Earlier this month, the district moved two modular classrooms from the original Cottonwood school to the site of the second facility, about six miles from Havre. The land was donated by an individual who prefers not to be named, Peterson said.
Cottonwood's current school is 22 miles north of the city.
The decision to open the new school, which Peterson referred to as an attendance center, comes about five months after the Hill County Commission denied Cottonwood's request to do just that.
"After we got denied, I called the Office of Public Instruction in Helena and asked if we can just put a room or building down there," she said. "They said yes. I said, That's exactly what we wanted to do.'"

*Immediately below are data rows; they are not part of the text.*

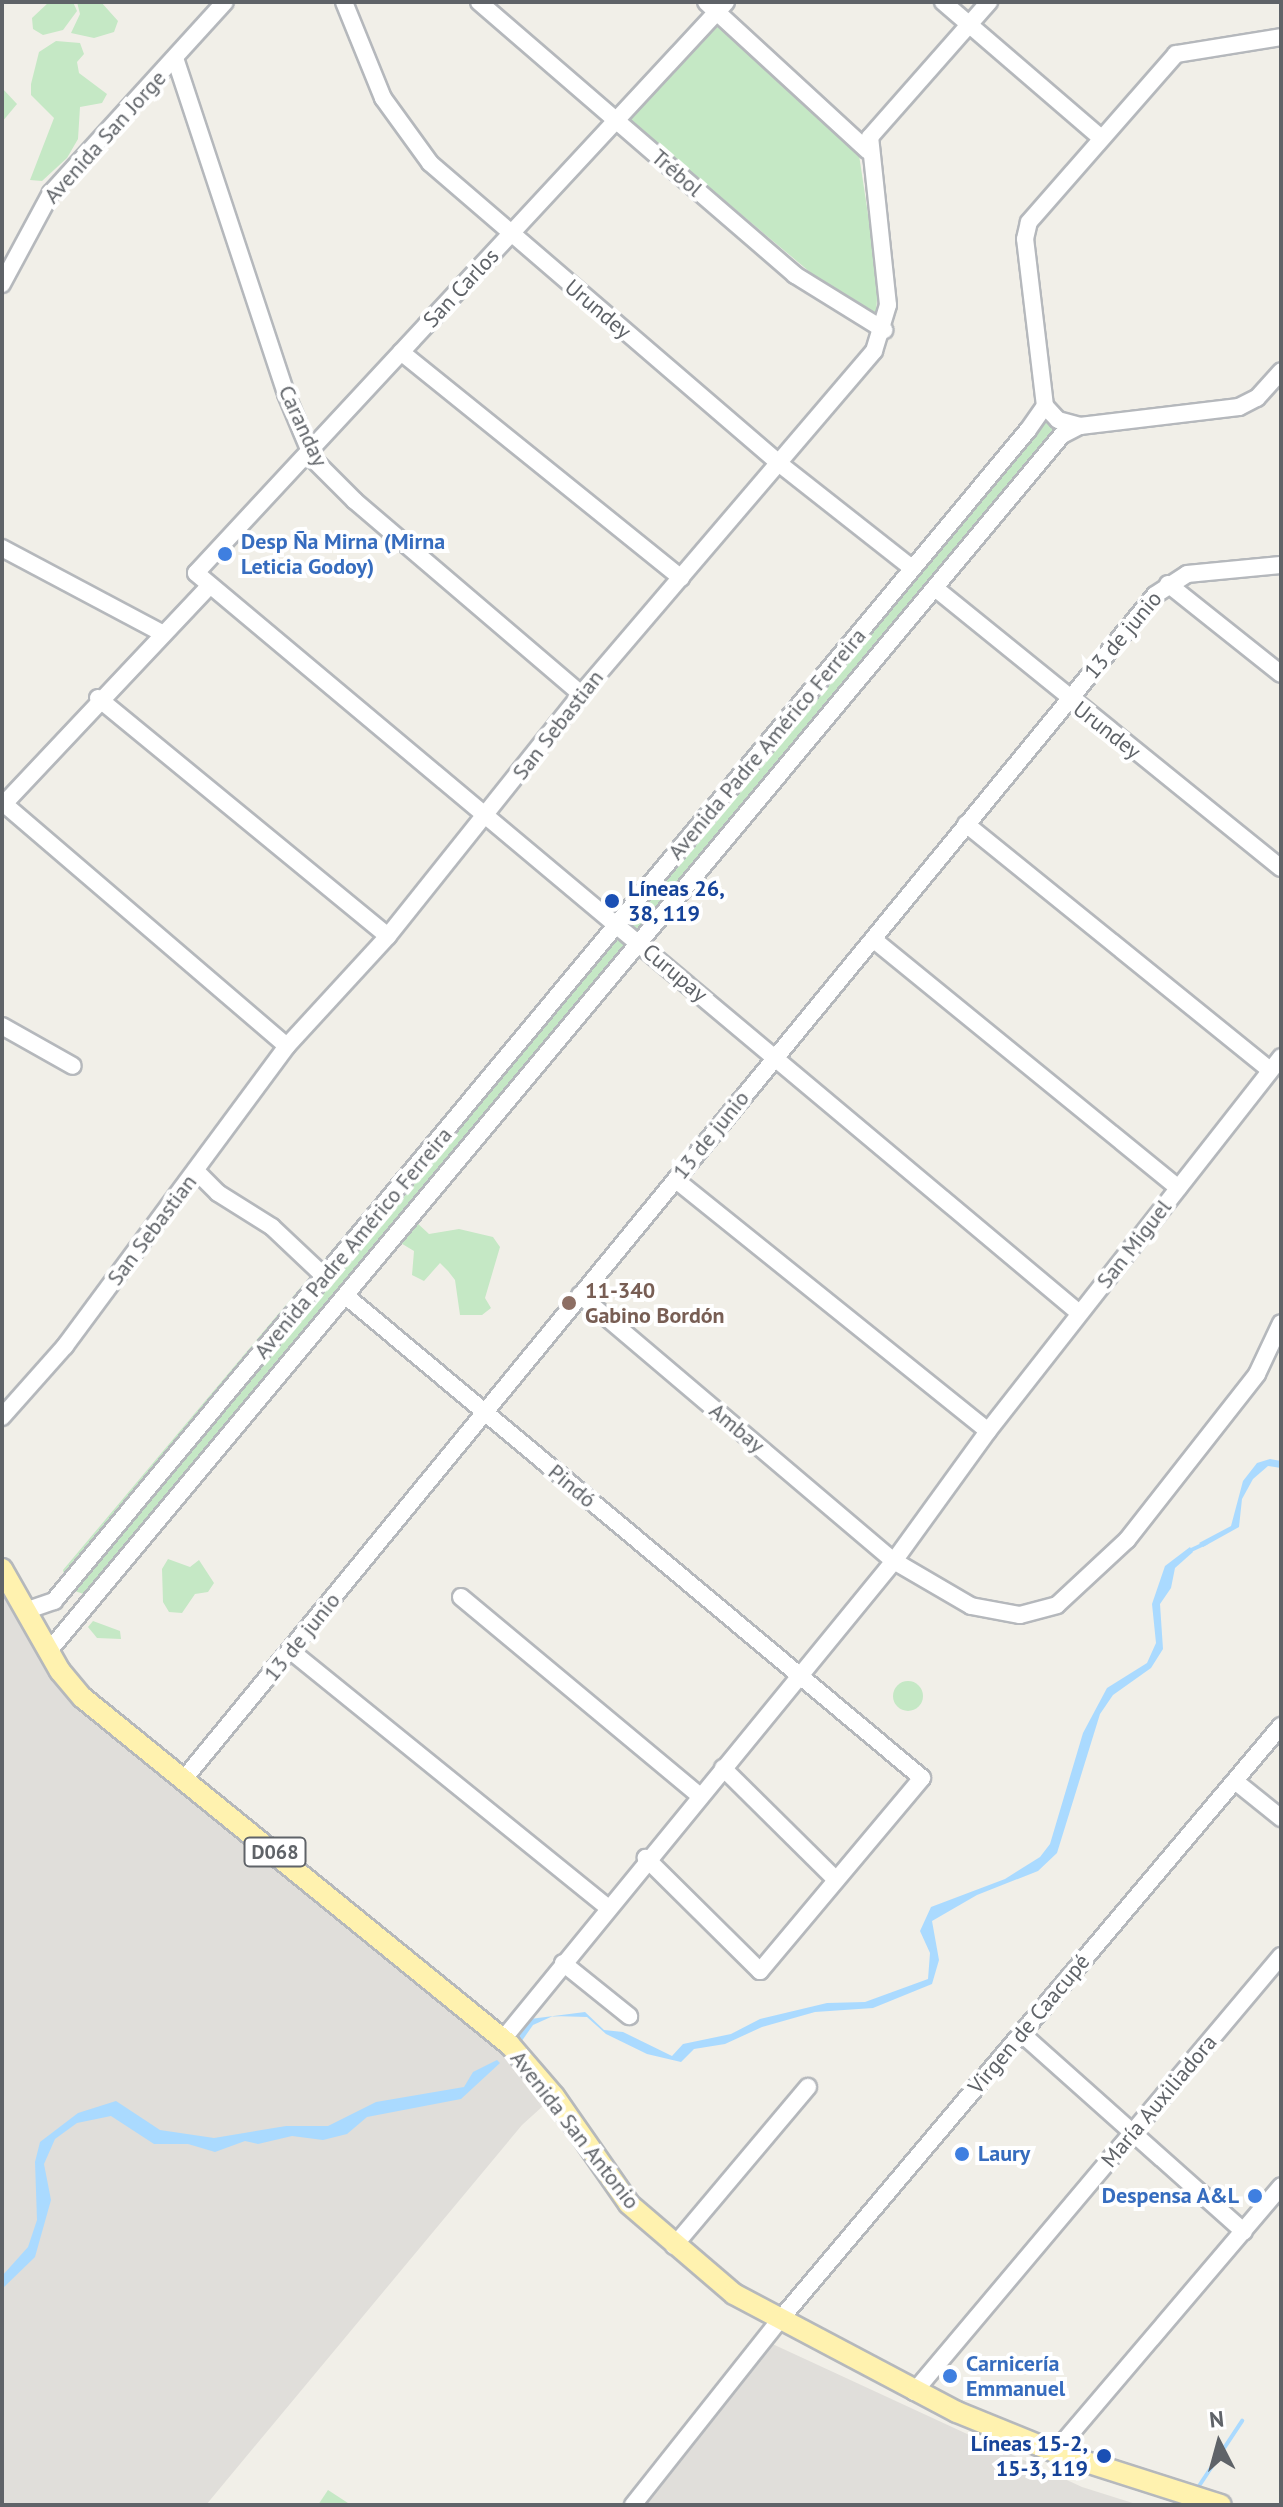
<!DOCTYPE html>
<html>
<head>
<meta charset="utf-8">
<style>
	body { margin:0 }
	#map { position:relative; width:1283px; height:2507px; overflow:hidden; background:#f1efe8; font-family:"PT Sans",sans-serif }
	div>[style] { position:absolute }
	.industrial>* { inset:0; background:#e0deda }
	.green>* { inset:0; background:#c5e8c5 }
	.round { border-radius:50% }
	.water>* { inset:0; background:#aadaff }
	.stream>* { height:4px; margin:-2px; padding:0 2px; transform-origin:2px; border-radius:2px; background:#aadaff }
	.roads { filter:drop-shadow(2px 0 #b5b8bc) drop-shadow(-2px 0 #b5b8bc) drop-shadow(0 2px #b5b8bc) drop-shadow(0 -2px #b5b8bc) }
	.minor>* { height:16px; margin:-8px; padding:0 8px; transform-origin:8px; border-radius:8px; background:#fff }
	.major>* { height:20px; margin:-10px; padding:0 10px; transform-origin:10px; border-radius:10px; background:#fff2af }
	.dots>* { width:22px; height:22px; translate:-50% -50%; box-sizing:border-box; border:4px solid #fff; border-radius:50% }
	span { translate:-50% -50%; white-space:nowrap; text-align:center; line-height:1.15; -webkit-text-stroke:8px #fff; paint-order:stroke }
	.shield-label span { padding:2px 6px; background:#fff; border:2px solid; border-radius:6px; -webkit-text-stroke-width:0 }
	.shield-label { font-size:20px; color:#5f6368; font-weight:700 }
	.street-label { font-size:22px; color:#5f6368 }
	.shop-label { font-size:22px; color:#366cbe; font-weight:700 }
	.left { translate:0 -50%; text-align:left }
	.right { translate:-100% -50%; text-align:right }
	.transit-label { font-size:22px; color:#164399; font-weight:700 }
	.education-label { font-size:22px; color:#785e54; font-weight:700 }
	.frame { position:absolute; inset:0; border:4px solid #5f6368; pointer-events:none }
	.north { position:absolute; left:1179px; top:2403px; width:80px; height:80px; -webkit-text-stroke:6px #fff; paint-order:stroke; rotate:354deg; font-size:22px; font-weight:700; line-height:32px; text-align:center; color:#5f6368 }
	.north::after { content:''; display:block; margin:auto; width:28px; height:36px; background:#5f6368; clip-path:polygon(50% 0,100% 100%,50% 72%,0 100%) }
</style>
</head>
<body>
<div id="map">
	<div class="industrial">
		<div style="clip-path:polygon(2px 1583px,58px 1678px,491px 2036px,554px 2096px,522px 2125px,206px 2505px,2px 2505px)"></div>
		<div style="clip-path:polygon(766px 2341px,1082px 2487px,1139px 2505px,637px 2505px)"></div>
	</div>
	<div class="green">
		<div style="clip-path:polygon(49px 2px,73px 2px,77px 11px,63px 30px,43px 35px,33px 29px,32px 18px)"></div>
		<div style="clip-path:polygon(77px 2px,101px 2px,118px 21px,114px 32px,94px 38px,71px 33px,80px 14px)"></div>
		<div style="clip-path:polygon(718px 24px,859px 155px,878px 280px,876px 315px,829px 288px,626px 118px)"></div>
		<div style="clip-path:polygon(56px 41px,80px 43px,84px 54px,77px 62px,79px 73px,107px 94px,102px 103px,80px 107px,78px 139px,67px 158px,42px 181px,30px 180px,54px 118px,31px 95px,31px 84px,39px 52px)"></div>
		<div style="clip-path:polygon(2px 88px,17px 104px,2px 122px)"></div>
		<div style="clip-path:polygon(1039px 413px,1061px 429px,637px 937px,614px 918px,615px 913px)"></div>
		<div style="clip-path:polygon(611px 928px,629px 945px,415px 1221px,429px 1234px,459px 1229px,493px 1237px,500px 1247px,485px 1298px,491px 1308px,482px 1315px,460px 1315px,455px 1280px,448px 1271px,440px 1263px,424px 1281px,412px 1275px,414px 1251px,394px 1239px,86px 1595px,67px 1588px,63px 1570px,601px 930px)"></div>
		<div style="clip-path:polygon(168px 1559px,190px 1567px,199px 1560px,214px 1583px,208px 1592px,195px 1594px,182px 1613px,169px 1612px,163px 1602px,162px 1569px)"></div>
		<div style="clip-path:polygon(93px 1621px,120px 1631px,121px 1639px,97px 1638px,88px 1627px)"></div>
		<div class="round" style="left:893px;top:1681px;width:30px;height:30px"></div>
		<div style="clip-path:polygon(328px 2490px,351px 2505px,318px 2505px)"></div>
	</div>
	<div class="water">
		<div style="clip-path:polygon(1270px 1459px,1281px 1461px,1281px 1468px,1268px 1466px,1253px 1479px,1242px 1499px,1239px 1527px,1203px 1547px,1199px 1543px,1231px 1526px,1243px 1481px,1257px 1463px)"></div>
		<div style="clip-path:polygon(1190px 1547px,1193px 1552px,1175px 1568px,1171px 1588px,1160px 1604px,1163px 1649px,1151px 1668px,1113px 1695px,1100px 1714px,1057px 1853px,1038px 1871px,977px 1895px,932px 1921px,939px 1960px,932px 1984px,873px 2008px,815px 2012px,762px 2027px,725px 2044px,694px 2049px,681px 2062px,647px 2054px,606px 2034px,587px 2017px,553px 2016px,533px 2025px,519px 2045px,515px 2042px,530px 2019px,585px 2012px,604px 2030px,623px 2032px,672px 2056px,683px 2044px,731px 2034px,760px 2019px,827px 2003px,865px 2002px,928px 1979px,930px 1953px,920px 1931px,931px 1907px,1005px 1879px,1040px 1857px,1050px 1844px,1083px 1733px,1107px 1688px,1147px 1663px,1156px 1643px,1152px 1604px,1165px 1566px)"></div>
		<div style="clip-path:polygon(497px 2060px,500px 2063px,461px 2099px,367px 2117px,347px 2134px,323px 2140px,292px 2136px,258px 2144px,245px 2141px,215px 2152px,188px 2144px,154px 2144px,111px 2116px,77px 2123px,55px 2139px,44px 2164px,51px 2200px,35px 2257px,2px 2289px,2px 2276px,28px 2247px,37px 2220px,35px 2162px,40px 2142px,78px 2113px,116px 2101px,160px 2130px,214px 2138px,286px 2126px,328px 2126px,376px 2102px,464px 2087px,473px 2072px)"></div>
	</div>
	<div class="stream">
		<div style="left:1189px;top:1551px;width:19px;rotate:-25deg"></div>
		<div style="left:1197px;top:2489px;width:82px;rotate:-56.5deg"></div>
	</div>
	<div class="roads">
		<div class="minor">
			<div style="left:344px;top:2px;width:104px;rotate:67.9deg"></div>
			<div style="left:383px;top:98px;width:80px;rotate:54.1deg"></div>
			<div style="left:430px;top:163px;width:463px;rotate:40.7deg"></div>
			<div style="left:781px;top:465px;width:167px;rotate:38.2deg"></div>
			<div style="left:479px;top:2px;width:418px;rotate:40.8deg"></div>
			<div style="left:795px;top:275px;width:105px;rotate:31.7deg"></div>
			<div style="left:706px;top:2px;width:220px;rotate:42.6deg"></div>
			<div style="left:726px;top:2px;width:779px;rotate:132.87deg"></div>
			<div style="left:196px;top:573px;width:1152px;rotate:39.96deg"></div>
			<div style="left:943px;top:2px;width:208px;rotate:40.7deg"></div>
			<div style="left:175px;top:58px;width:354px;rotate:71.7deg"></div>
			<div style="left:286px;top:394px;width:70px;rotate:67.4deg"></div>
			<div style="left:313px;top:459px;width:59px;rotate:45deg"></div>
			<div style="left:355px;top:501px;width:297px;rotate:40.5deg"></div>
			<div style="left:2px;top:284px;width:103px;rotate:-61.7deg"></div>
			<div style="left:51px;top:193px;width:258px;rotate:-47.7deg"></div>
			<div style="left:401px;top:352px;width:360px;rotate:38.9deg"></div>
			<div style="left:1045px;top:406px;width:19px;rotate:47deg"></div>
			<div style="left:1058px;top:420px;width:23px;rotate:15deg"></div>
			<div style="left:2px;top:548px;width:181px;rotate:28deg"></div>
			<div style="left:1168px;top:584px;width:144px;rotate:38.5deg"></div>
			<div style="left:935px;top:588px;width:445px;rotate:39deg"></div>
			<div style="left:98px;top:698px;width:375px;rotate:39.4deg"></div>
			<div style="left:2px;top:802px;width:375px;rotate:40.6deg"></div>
			<div style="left:2px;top:806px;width:303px;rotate:-46.7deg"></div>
			<div style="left:966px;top:824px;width:391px;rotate:39deg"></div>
			<div style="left:873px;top:939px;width:394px;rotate:39.2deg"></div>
			<div style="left:2px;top:1026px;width:81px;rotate:29.4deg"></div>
			<div style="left:196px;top:1171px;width:31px;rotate:45deg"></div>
			<div style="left:218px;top:1193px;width:64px;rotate:32.2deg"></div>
			<div style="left:272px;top:1227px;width:73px;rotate:43.3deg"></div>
			<div style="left:676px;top:1180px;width:400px;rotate:38.8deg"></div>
			<div style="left:580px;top:1295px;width:412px;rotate:40.3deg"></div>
			<div style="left:894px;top:1561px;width:89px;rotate:30.3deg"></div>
			<div style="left:971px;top:1606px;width:50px;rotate:10.4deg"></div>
			<div style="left:1020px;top:1615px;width:38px;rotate:-15deg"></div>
			<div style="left:1057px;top:1605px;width:96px;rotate:-42.9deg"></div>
			<div style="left:1127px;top:1540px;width:211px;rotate:-51.9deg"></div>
			<div style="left:1257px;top:1374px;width:56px;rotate:-64.8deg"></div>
			<div style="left:346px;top:1296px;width:751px;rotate:39.92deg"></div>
			<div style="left:922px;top:1778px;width:252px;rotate:130deg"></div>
			<div style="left:760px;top:1971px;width:161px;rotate:-135.3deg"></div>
			<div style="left:2px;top:1417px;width:95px;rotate:-48.4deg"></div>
			<div style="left:65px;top:1346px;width:373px;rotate:-53.5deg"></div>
			<div style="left:287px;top:1046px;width:149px;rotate:-47.4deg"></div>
			<div style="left:388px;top:936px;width:310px;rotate:-51.4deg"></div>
			<div style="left:581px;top:694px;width:451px;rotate:-49.5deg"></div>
			<div style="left:874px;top:351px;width:48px;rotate:-73.1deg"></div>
			<div style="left:888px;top:305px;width:169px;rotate:-96.1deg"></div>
			<div style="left:870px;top:137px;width:180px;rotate:-48.6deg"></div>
			<div style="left:461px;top:1597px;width:312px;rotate:39.8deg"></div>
			<div style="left:25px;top:1611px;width:31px;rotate:-19deg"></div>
			<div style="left:54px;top:1601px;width:1523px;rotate:-50.25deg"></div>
			<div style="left:1028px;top:430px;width:29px;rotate:-55deg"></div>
			<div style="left:1045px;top:406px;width:168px;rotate:-96.8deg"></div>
			<div style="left:1025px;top:239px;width:17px;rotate:-77deg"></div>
			<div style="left:1029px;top:222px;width:223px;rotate:-48.8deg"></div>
			<div style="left:1176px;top:54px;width:106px;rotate:-9.2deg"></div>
			<div style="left:291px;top:1651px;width:407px;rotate:39deg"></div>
			<div style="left:48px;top:1652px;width:1584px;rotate:-50.2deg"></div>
			<div style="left:1062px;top:435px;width:20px;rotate:-27deg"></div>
			<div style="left:1080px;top:426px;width:160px;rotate:-6.8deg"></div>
			<div style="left:1239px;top:407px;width:20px;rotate:-27deg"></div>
			<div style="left:1257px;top:398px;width:36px;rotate:-48deg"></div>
			<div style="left:723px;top:1768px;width:158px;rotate:44.7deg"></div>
			<div style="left:184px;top:1779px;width:1531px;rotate:-50.64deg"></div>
			<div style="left:1155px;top:595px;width:38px;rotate:-33deg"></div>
			<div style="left:1187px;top:574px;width:94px;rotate:-5.5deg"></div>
			<div style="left:1235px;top:1781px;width:59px;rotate:38.8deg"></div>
			<div style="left:563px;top:1963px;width:85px;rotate:38.8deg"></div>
			<div style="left:1022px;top:2034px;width:297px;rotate:41.7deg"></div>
			<div style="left:503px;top:2039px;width:618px;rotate:-50.72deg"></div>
			<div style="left:894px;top:1561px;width:160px;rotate:-54.1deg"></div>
			<div style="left:988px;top:1431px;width:475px;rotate:-51.9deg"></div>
			<div style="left:674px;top:2246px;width:208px;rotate:-49.9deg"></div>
			<div style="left:914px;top:2392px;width:570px;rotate:-49.91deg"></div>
			<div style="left:1055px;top:2452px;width:349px;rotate:-49.6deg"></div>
			<div style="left:633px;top:2505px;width:233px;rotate:-51.6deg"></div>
			<div style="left:778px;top:2322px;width:780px;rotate:-49.84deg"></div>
		</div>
		<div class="major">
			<div style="left:2px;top:1569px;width:117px;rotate:60.4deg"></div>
			<div style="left:60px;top:1671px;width:35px;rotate:50deg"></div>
			<div style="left:83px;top:1698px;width:550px;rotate:39.1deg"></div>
			<div style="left:510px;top:2045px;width:67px;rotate:49.2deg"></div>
			<div style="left:554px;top:2096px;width:131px;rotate:55.2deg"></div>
			<div style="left:629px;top:2204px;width:138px;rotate:40.6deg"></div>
			<div style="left:734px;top:2294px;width:252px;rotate:27.9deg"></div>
			<div style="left:957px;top:2412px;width:106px;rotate:22.2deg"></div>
			<div style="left:1055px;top:2452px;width:174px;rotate:17.7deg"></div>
		</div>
	</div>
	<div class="dots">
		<div style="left:225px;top:554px;background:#3f7fe0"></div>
		<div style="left:612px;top:901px;background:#1a4fb4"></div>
		<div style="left:569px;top:1303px;background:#8d6e63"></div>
		<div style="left:962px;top:2154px;background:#3f7fe0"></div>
		<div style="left:1255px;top:2196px;background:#3f7fe0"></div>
		<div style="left:950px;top:2376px;background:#3f7fe0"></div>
		<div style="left:1104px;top:2456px;background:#1a4fb4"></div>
	</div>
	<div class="shield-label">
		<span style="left:275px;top:1852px">D068</span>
	</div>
	<div class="street-label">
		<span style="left:105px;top:137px;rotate:-48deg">Avenida San Jorge</span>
		<span style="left:677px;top:173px;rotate:41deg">Trébol</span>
		<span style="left:461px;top:288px;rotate:-47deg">San Carlos</span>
		<span style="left:598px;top:309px;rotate:40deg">Urundey</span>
		<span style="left:303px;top:426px;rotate:65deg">Caranday</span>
		<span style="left:1123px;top:635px;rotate:-50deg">13 de junio</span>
		<span style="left:558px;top:725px;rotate:-52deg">San Sebastian</span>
		<span style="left:1107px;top:730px;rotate:38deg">Urundey</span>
		<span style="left:767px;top:744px;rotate:-50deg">Avenida Padre Américo Ferreira</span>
		<span style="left:675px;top:973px;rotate:40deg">Curupay</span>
		<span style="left:711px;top:1135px;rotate:-51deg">13 de junio</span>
		<span style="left:152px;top:1230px;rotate:-53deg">San Sebastian</span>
		<span style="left:353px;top:1243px;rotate:-50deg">Avenida Padre Américo Ferreira</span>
		<span style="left:1134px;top:1244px;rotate:-52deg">San Miguel</span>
		<span style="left:737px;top:1428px;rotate:40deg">Ambay</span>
		<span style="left:572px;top:1486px;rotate:40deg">Pindó</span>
		<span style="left:302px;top:1637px;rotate:-51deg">13 de junio</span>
		<span style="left:1029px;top:2024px;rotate:-50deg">Virgen de Caacupé</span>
		<span style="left:1159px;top:2101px;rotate:-50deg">María Auxiliadora</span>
		<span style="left:575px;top:2130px;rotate:52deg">Avenida San Antonio</span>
	</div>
	<div class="shop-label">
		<span class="left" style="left:241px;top:554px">Desp Ña Mirna (Mirna<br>Leticia Godoy)</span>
		<span class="left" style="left:978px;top:2154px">Laury</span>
		<span class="right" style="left:1239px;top:2196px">Despensa A&amp;L</span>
		<span class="left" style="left:966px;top:2376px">Carnicería<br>Emmanuel</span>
	</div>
	<div class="transit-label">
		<span class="left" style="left:628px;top:901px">Líneas 26,<br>38, 119</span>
		<span class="right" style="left:1088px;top:2456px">Líneas 15-2,<br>15-3, 119</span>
	</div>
	<div class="education-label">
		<span class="left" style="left:585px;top:1303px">11-340<br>Gabino Bordón</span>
	</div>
	<div class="frame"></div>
	<div class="north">N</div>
</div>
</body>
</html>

OPI communications director Joe Lamson said Cottonwood is permitted to open the attendance center without the County Commission's consent.
County Commissioner Doug Kaercher said today that the district was allowed to open the facility without the OK of the commission.
"The way I understood it, because they're not actually opening another school, it's just an attendance center, they don't need commissioner approval to do it," he said.
In March, Kaercher and Commission Chairman Pat Conway voted against establishing the second Cottonwood school.
"What I've struggled with is why this issue comes to this office. In this situation, the (Cottonwood) district can affect other districts," Kaercher said at the time. "You actually have the potential to remove kids from one district and put them in another."
Havre Public Schools Superintendent Kirk Miller said he wasn't aware of the new Cottonwood school.
"What concerns me is we continue to shoot ourselves in the foot in education," he said today. "Opening a school seven miles away when a school (Devlin School) was closed a year ago, that is not going to make sense."
Between the two Cottonwood schools, the district anticipates about 17 kids seven at the new facility attending Cottonwood, Peterson said.
The modulars were used by the district until the radar base north of Havre closed in 1992. With the base's closing, the district's enrollment, once as high as 45, has shrunk to nine.
Last year, six of Cottonwood's students lived in Havre and three lived within the Cottonwood district. The district, Peterson said, is rapidly losing students near their current school, but knows of 20 other students who'd like to attend a school closer to Havre.
"I know people, when they see they have a chance to send their kids to a school with only 12 kids, will choose us," Peterson said. "Which would you choose?"